### What you will do
Tell me how many lines in the data below hold the string "stream", and say nothing else.

### Materials provided

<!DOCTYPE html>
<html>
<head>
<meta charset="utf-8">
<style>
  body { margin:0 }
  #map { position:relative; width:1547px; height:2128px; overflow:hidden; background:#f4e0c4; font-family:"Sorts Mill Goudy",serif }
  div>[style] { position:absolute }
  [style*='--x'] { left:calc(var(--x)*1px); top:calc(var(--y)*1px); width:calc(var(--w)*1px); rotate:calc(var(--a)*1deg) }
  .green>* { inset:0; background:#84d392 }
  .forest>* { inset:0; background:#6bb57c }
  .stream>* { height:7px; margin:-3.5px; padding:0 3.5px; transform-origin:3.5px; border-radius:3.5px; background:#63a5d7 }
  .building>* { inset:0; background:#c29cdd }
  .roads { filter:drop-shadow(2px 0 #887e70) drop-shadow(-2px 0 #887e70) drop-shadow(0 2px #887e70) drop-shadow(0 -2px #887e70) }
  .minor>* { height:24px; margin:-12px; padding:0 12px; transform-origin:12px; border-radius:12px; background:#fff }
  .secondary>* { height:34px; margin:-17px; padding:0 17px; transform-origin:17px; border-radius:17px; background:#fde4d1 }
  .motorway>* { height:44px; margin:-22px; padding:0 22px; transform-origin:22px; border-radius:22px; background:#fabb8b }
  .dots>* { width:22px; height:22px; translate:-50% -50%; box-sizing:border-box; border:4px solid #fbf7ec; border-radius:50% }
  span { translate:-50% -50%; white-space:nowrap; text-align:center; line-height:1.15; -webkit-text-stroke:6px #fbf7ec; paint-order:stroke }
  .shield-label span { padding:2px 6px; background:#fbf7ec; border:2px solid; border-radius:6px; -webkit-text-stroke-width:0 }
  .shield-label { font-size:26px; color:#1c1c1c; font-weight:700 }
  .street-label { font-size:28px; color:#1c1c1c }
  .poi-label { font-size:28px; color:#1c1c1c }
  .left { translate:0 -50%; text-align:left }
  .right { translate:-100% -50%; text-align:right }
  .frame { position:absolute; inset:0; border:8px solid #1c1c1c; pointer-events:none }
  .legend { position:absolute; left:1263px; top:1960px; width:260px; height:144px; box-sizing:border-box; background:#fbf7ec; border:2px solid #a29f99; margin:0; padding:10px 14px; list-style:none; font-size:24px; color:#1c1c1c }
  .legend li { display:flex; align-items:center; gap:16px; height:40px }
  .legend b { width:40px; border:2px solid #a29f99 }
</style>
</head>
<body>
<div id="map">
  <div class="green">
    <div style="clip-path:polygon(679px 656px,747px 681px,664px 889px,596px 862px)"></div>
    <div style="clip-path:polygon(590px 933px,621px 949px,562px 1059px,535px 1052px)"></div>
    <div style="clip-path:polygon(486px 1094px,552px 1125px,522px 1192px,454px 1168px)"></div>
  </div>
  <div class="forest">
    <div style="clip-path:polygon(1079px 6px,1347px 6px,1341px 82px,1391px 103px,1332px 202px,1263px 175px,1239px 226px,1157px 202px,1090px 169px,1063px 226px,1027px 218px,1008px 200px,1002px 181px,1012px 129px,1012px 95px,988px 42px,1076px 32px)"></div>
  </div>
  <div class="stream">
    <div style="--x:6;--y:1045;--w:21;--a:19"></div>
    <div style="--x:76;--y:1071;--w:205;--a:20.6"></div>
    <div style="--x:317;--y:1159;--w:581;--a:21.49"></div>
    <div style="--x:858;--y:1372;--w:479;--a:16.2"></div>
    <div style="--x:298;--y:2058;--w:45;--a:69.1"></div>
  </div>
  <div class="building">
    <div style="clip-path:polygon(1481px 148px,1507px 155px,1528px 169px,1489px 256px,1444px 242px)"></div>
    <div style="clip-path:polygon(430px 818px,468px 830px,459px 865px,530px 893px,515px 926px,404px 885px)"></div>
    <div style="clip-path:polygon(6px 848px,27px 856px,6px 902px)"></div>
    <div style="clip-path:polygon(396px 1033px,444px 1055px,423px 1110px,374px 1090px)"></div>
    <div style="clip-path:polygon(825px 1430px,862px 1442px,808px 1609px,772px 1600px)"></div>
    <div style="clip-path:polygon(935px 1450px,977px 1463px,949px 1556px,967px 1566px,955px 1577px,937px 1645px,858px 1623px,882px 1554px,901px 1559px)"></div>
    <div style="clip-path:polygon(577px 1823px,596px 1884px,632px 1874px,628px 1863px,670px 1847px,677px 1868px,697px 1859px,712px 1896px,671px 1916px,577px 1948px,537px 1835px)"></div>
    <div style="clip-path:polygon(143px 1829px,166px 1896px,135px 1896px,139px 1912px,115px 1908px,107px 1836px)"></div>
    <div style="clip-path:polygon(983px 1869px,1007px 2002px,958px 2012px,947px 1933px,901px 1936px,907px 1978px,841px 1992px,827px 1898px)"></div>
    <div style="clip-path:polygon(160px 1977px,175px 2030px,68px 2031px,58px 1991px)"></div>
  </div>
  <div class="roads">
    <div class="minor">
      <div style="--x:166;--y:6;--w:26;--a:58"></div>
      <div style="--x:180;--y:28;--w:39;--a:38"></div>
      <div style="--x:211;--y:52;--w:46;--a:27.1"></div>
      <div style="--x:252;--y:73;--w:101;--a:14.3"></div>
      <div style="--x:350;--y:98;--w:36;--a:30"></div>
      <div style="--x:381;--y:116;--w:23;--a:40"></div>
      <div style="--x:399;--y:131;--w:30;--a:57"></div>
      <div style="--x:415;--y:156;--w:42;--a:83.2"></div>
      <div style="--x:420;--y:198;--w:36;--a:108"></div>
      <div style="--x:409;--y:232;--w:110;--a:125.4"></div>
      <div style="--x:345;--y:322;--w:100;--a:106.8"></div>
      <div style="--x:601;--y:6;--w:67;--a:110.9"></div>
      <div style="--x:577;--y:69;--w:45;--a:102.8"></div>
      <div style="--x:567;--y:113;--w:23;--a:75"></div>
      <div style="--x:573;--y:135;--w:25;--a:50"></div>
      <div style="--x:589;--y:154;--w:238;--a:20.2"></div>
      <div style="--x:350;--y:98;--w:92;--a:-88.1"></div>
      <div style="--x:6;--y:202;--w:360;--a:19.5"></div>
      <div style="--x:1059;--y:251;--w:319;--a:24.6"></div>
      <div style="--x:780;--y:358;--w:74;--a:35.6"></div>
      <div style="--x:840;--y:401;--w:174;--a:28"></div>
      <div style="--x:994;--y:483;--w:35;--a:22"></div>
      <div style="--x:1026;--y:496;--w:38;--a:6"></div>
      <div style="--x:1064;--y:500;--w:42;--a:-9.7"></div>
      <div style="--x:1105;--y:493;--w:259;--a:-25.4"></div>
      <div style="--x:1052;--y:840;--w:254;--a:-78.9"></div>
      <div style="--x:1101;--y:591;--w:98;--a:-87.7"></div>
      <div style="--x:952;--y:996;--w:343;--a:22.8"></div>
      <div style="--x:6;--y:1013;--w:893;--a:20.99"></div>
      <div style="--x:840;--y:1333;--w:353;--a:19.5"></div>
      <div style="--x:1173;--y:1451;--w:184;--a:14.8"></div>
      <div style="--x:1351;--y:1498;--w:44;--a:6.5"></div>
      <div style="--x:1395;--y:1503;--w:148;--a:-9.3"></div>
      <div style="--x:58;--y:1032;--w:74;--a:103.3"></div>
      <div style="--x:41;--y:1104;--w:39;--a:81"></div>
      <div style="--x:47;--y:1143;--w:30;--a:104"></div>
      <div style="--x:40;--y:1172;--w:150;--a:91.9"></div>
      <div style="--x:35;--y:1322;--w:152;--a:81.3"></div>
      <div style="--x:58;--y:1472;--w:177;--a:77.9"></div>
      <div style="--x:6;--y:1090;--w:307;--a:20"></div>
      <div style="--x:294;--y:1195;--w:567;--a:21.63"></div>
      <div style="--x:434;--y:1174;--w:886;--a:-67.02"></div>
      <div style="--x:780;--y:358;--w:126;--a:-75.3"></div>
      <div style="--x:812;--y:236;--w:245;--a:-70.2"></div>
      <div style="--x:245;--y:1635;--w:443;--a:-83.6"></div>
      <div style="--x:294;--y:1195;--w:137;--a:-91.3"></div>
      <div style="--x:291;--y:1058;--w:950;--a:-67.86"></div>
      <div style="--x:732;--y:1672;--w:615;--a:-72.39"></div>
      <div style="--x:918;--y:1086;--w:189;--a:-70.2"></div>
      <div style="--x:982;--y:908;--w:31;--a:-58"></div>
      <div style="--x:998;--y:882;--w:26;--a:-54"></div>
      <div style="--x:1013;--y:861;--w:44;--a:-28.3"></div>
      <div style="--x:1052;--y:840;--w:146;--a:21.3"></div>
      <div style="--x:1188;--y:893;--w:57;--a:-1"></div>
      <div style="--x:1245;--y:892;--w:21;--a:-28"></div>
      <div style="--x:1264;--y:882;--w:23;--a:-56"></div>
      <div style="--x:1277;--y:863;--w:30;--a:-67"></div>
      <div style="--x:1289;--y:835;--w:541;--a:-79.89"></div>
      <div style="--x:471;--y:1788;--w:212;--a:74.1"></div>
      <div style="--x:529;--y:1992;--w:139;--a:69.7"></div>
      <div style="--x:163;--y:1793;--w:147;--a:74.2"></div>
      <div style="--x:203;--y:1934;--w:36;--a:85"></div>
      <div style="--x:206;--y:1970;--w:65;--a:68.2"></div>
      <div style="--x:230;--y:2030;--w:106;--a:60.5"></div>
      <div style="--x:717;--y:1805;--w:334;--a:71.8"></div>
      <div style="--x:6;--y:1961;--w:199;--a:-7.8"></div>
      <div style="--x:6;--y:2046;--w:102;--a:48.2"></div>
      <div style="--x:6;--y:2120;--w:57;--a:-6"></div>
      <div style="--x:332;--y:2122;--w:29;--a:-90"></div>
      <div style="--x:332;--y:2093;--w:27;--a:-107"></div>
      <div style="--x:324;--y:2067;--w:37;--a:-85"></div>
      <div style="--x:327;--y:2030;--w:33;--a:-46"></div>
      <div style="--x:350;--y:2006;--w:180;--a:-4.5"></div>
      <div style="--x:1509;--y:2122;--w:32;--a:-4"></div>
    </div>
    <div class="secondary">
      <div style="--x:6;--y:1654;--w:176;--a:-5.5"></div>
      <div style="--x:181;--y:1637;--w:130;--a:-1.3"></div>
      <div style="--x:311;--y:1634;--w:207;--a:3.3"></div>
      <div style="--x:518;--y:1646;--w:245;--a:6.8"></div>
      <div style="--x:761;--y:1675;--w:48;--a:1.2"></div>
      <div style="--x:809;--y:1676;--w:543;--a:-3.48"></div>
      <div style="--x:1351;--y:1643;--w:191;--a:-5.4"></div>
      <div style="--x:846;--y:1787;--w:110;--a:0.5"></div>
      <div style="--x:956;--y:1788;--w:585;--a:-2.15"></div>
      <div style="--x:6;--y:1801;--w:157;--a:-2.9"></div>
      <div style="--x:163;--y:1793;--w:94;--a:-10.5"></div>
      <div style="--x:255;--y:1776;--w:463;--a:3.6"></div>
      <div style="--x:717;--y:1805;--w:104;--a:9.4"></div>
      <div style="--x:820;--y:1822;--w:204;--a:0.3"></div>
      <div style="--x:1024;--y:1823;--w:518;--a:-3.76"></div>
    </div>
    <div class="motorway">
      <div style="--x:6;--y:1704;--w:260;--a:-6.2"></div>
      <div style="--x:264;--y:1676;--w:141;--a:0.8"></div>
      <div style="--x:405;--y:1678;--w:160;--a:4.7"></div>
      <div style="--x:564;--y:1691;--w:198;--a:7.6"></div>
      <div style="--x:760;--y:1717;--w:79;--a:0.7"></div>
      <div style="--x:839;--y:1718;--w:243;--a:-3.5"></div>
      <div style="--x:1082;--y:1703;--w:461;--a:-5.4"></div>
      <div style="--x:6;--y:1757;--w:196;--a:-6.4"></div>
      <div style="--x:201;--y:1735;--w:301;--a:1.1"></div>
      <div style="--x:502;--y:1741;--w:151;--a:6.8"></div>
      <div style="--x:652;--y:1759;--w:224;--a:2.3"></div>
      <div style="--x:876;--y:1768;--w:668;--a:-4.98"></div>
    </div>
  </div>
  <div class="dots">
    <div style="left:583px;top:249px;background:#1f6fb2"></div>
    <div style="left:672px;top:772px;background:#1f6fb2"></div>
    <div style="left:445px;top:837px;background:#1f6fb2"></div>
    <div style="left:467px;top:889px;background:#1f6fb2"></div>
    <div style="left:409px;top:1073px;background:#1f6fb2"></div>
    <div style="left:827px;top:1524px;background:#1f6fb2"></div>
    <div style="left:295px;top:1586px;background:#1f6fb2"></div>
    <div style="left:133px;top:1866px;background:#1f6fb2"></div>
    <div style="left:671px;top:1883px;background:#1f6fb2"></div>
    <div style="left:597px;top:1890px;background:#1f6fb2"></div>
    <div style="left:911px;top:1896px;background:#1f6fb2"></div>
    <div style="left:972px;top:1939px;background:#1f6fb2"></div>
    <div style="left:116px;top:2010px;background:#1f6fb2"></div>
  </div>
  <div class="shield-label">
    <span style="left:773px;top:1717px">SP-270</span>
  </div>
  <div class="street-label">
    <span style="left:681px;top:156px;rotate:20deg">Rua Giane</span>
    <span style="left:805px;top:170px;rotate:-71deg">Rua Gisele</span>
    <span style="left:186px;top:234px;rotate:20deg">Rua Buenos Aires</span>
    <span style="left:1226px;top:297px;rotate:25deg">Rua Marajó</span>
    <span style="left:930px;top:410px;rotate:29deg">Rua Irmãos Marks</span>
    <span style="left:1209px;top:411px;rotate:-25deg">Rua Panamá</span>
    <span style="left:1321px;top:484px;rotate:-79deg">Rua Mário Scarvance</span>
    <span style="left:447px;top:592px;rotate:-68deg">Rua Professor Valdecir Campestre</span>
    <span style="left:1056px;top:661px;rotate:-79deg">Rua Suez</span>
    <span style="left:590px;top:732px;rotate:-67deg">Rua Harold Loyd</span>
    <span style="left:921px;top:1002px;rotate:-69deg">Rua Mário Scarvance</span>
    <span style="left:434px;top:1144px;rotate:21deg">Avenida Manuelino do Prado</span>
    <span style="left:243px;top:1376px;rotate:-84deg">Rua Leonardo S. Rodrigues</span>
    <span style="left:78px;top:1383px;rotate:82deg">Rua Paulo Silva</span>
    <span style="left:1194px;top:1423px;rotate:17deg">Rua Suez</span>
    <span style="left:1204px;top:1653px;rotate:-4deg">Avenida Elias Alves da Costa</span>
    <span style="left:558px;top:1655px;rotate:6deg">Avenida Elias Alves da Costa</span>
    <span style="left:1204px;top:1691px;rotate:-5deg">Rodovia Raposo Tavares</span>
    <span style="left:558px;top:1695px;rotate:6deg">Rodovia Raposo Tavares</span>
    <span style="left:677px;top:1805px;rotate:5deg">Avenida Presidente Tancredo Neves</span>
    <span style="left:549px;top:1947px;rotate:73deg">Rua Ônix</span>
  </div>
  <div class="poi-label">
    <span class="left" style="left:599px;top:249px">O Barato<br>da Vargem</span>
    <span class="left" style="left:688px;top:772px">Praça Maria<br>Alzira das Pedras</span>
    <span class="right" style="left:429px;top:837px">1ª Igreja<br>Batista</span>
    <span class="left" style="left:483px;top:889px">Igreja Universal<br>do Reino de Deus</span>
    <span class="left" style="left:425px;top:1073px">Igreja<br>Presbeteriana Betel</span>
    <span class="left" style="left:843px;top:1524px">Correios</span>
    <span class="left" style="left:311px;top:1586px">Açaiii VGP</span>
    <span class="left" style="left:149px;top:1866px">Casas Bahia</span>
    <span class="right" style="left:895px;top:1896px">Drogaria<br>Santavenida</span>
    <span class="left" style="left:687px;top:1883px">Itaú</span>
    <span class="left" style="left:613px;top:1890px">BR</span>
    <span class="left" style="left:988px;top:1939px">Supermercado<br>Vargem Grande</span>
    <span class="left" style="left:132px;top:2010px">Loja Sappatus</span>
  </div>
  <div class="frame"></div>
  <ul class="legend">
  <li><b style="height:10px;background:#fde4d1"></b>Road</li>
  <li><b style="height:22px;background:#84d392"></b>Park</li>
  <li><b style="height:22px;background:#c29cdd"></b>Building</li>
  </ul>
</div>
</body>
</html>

### Task response
2